I must have been miserable for days until the burned skin healed and my
Mom would have shared in that misery with me as she cared for me.
We
surely do not always know when or how far our disobedience can affect those
around us. Take for instance King Ahab,
one of the most wicked and evil kings of Israel. In 1 Kings 20 we see that, when faced by an
enemy with forces greater than his own he did not seek out God’s counsel but
rather the counsel of men (vs. 7). When
God then sent him a prophet to tell him that He would deliver the full
multitude of King Ben-hadad’s forces to him King Ahab even questioned how (vs.
14). One of the things that amazed me
about this whole story is that when King Ahab stood victorious over King
Ben-hadad he did not kill him, after all Ben-hadad had taunted him and taken
his treasures, women, and children! No
King Ahab made a deal with Ben-hadad and sent him on his way. King Ahab’s greed, to gain cities and land in
Syria,
had a long-lasting effect on his own life and we see what God has to say about
it in 1 Kings 20:35-43.
“A certain man of the sons of the
prophets said to his neighbor, At the
command of the Lord, strike me, I pray you.
And the man refused to strike him.
Then he said to him, Because you
have not obeyed the voice of the Lord, behold, as soon as you have left me
a lion will slay you. And as soon as he
departed from him, a lion found him and killed him.” -1 Kings
20:35-36
If
your neighbor came to you and told you that God says you should hit and wound
him how would you react? I know I would
be aghast and refuse too. Yet this man’s
neighbor was a prophet and prefaced his request “At the command of the
Lord…” This neighbor knew that he lived
next to a prophet. In his day and age
prophets said and did odd things to gain Israel’s attention towards
God. Here came this prophet to him
asking him to strike him but making it clear that it was not just a whim
request but a “command of the Lord”.
This neighbor’s disobedience brought a long-lasting result, his own
death. The prophet found another man and
this one obeyed, striking and wounding him.
The prophet then threw ashes upon himself (usually a sign of mourning in
Israel
but in this case a disguise) and waited at a place he knew the king would pass
by.
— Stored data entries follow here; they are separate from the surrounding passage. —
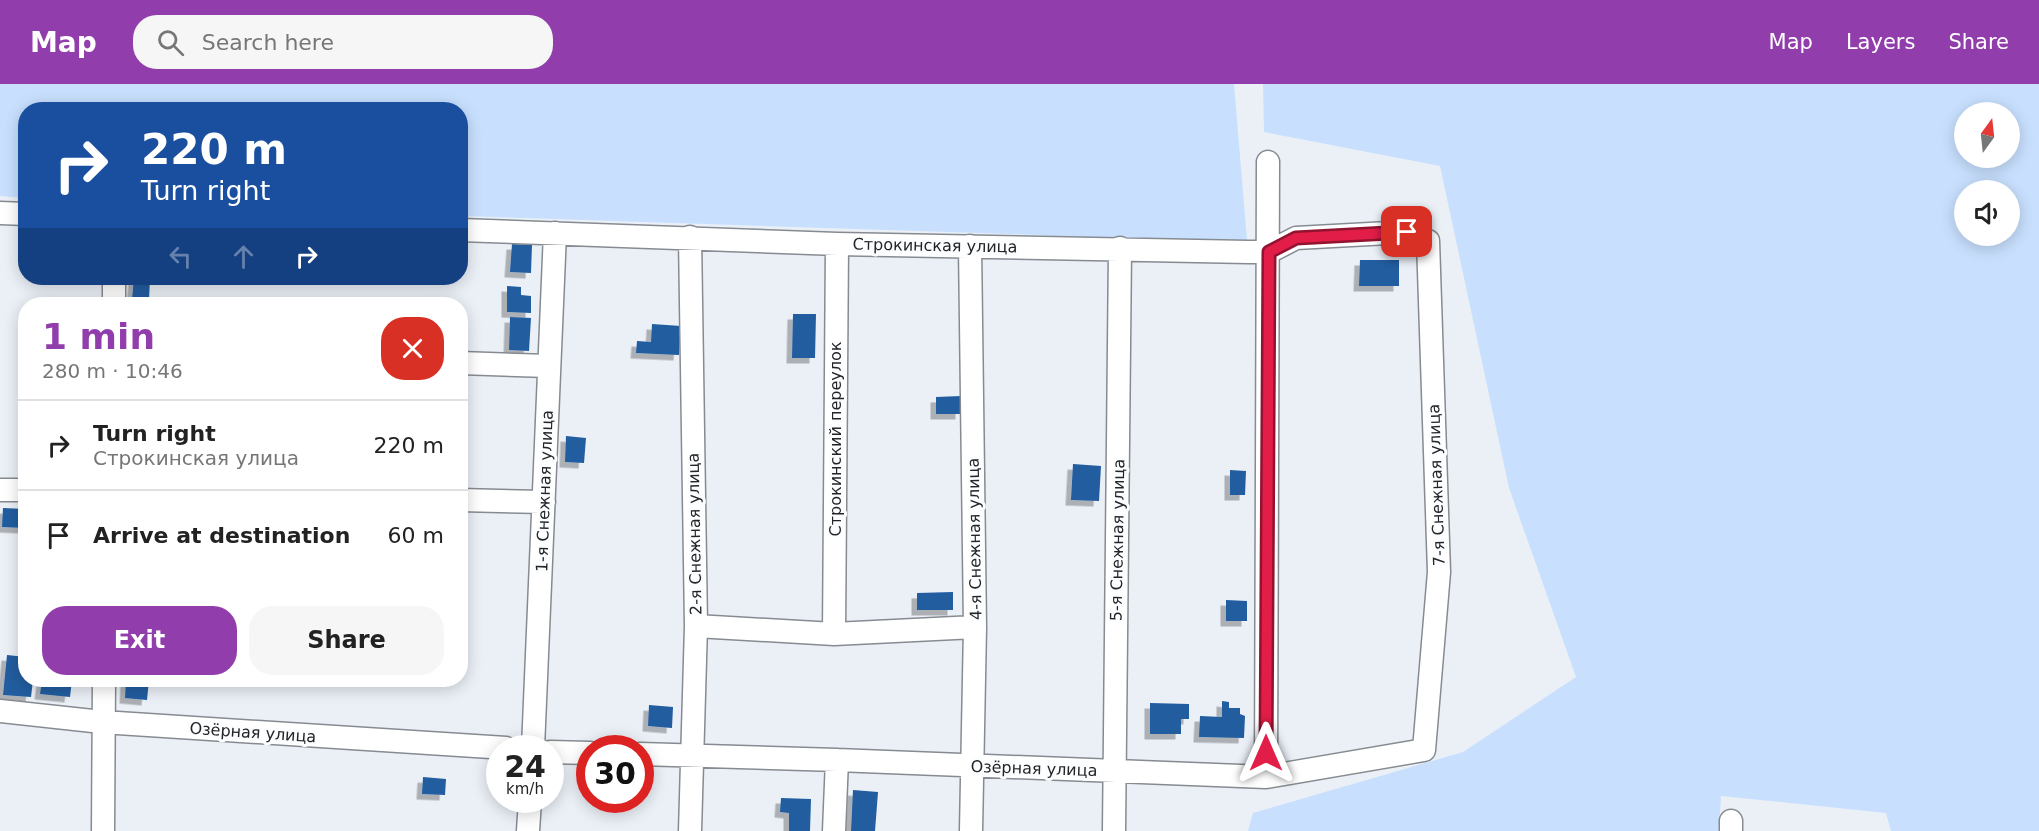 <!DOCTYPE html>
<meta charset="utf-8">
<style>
:root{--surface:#fff;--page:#f6f6f6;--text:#222;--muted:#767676;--line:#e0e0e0;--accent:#913eac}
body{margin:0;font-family:"DejaVu Sans",sans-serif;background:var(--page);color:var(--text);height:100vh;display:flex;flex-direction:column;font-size:22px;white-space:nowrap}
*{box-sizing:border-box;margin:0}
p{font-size:20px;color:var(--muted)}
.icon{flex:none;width:33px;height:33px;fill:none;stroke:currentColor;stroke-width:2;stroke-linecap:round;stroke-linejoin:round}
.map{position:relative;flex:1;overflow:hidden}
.panel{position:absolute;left:18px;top:213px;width:450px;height:390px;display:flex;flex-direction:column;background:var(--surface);border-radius:24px;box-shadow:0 3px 15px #0003}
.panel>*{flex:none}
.hud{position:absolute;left:18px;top:18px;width:450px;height:183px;border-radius:24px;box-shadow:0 3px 15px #0003;background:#1a4fa0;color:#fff;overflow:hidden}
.needle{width:39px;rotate:15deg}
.fabs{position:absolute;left:1954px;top:18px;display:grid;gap:12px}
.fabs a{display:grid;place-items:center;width:66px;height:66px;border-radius:50%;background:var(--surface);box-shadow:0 3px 15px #0003;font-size:30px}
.speed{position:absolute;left:486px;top:651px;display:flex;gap:12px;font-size:30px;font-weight:700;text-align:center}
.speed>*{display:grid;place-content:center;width:78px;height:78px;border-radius:50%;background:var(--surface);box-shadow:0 3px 15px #0003;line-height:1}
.speed small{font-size:15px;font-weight:400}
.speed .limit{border:9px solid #d22;background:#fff;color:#111}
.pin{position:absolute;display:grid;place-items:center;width:51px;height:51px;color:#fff;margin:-26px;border-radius:12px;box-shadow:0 3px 9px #0006}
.me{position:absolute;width:66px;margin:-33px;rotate:0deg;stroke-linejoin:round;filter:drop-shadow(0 0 4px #0008)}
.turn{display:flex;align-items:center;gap:21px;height:126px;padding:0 24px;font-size:27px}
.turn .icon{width:78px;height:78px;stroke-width:2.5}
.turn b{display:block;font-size:42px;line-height:51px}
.lanes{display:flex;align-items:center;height:57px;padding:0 24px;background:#0003;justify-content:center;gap:30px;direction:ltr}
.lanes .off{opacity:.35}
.round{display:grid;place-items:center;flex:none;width:63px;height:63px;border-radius:24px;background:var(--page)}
.headline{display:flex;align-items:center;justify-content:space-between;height:102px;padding:0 24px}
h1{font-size:36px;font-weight:700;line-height:45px;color:var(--accent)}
.primary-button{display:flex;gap:12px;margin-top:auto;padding:12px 24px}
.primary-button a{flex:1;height:69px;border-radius:24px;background:var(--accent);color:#fff;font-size:24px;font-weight:700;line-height:69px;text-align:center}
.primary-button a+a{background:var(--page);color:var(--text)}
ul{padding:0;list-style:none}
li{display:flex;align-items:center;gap:18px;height:90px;padding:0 24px;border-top:2px solid var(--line)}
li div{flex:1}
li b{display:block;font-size:22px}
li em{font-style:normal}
header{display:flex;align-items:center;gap:36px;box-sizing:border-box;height:84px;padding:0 30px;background:var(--accent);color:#fff}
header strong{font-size:28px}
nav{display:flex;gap:33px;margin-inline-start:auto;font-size:21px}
.search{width:420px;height:54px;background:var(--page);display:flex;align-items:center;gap:15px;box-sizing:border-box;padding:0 21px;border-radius:24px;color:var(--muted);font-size:22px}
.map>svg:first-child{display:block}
.green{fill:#c8e0fe;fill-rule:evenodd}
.building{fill:#205d9f;filter:url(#shadow)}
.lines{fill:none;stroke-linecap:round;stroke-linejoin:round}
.minor-casing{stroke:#868b91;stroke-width:25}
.minor{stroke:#fff;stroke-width:22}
.route-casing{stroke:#92132f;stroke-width:15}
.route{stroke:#e11d48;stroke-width:10}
.labels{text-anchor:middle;stroke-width:6;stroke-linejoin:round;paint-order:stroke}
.street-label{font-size:16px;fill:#222527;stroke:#fcfdfe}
</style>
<header>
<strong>Map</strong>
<div class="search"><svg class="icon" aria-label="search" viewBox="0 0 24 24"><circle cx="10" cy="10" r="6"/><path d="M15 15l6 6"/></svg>Search here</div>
<nav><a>Map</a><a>Layers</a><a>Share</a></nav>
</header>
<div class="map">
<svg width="2039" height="747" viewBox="0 0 2039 747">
<defs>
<filter id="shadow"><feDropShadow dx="-5.5" dy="5.5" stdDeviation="0" flood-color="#0004"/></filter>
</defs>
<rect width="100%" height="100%" fill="#ebf0f7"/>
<path class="green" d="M0,0H1234L1248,168L1040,151L461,132L460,26H26L25,114L0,112Z
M1263,0H2039V747H1891L1886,729L1721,712L1719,747H1248L1253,729L1463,668L1576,593L1509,404L1440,82L1264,48ZM1965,28H2010V74H1965ZM1965,106H2010V152H1965Z"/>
<path class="building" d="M512,160L532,161L531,189L510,188Z
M1360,176H1399V202H1359Z
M134,194H150L149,216L132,215Z
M507,202L521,203V211L531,212V229L507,228Z
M793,230H816L815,274H792Z
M510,233L531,234L529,267L509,266Z
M652,240L681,242L679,271L636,269L637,257L651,258Z
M961,312V330H936V313Z
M566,352L586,354L584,379L565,378Z
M1073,380L1101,382L1099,417L1071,416Z
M1230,386L1246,387L1245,411H1230Z
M3,424L26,425V444L2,443Z
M953,508V526H917V509Z
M1226,516L1247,517V537H1226Z
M7,571L26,573V596H33L31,613L3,611Z
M42,596H72L70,613L40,610Z
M126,596H149L147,616L125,614Z
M1222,617L1229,618V624H1240V630L1245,632L1244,654L1199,653L1200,632L1222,633Z
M1150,619L1189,620V635H1181V650H1150Z
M649,621L673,623L672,644L648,642Z
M423,693L446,695L445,711L422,710Z
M853,706L878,708L875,747H851Z
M781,714L811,715L810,747H789V729L780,728Z"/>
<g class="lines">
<g class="minor-casing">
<path id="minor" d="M0,129L26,130
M460,146L837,160L1248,168H1269L1296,154L1407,148L1428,157L1439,488L1424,666L1266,693L837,676L640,670
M690,153L696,542L690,747
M970,162L975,543L971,747
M114,194V220
M460,279L548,282
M0,406H26
M460,416L544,418
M696,542L834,550L975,543
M834,550L837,160
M0,627L102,638L506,664
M533,664L555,149
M550,668L590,669
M1266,693L1268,78
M103,747L104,596
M528,747L530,716
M834,747L837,676
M1114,747L1120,164
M1731,747V737"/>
</g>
<use href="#minor" class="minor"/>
</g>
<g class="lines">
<g class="route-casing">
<path id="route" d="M1266,669L1269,168L1296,154L1407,148"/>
</g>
<use href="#route" class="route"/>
</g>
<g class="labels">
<g class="street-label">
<text transform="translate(935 161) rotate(1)" y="6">Строкинская улица</text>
<text transform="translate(835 355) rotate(-90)" y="6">Строкинский переулок</text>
<text transform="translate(1436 401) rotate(-92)" y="6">7-я Снежная улица</text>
<text transform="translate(544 407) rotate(-88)" y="6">1-я Снежная улица</text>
<text transform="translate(694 450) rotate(-91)" y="6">2-я Снежная улица</text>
<text transform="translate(974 455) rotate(-91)" y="6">4-я Снежная улица</text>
<text transform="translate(1117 456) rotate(-89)" y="6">5-я Снежная улица</text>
<text transform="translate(253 648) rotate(4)" y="6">Озёрная улица</text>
<text transform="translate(1034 684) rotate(2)" y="6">Озёрная улица</text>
</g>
</g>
</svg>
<div class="fabs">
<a><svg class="needle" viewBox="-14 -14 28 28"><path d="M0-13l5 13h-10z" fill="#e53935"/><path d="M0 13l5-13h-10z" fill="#767676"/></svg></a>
<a><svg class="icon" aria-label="sound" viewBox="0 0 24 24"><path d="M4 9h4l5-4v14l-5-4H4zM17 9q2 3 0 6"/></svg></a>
</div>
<div class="speed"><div>24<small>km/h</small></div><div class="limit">30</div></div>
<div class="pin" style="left:1407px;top:148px;background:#d93025"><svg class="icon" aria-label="arrive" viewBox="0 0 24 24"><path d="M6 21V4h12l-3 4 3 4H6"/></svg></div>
<svg class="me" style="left:1266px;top:669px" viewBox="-20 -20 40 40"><path d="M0-17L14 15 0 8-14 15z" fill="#e11d48" stroke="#fff" stroke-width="4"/></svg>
<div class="hud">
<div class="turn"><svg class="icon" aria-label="right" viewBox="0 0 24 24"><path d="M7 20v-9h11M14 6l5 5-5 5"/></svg><div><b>220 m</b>Turn right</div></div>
<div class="lanes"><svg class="icon off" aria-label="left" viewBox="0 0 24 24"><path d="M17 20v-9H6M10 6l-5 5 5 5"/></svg><svg class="icon off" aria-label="ahead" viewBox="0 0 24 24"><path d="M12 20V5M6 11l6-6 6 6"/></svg><svg class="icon" aria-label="right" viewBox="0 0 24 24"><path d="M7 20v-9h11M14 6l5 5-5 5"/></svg></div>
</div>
<section class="panel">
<div class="headline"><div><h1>1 min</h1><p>280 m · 10:46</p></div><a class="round" style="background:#d93025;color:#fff"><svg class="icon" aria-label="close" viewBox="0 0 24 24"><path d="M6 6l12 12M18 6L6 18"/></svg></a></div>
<ul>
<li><svg class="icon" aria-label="right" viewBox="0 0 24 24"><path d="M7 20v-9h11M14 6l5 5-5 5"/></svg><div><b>Turn right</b><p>Строкинская улица</p></div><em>220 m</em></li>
<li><svg class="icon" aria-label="arrive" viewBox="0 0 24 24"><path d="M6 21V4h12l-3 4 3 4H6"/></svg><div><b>Arrive at destination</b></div><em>60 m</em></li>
</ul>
<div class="primary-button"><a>Exit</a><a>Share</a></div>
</section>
</div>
Sure enough, King Ahab passed by and
the prophet told him an allegorical story about letting a man go who he was
supposed to keep charge of at the cost of his life if he did not. When the king told him he got what he
deserved then the prophet then removed the ashes from his face and the king
recognized him as one of the prophets.
The prophet then told him that because he let Ben-hadad go instead of
killing him that his own life and that
of his people would be forfeit. King
Ahab’s disobedience had a long-lasting effect on not only himself but also on Israel as well.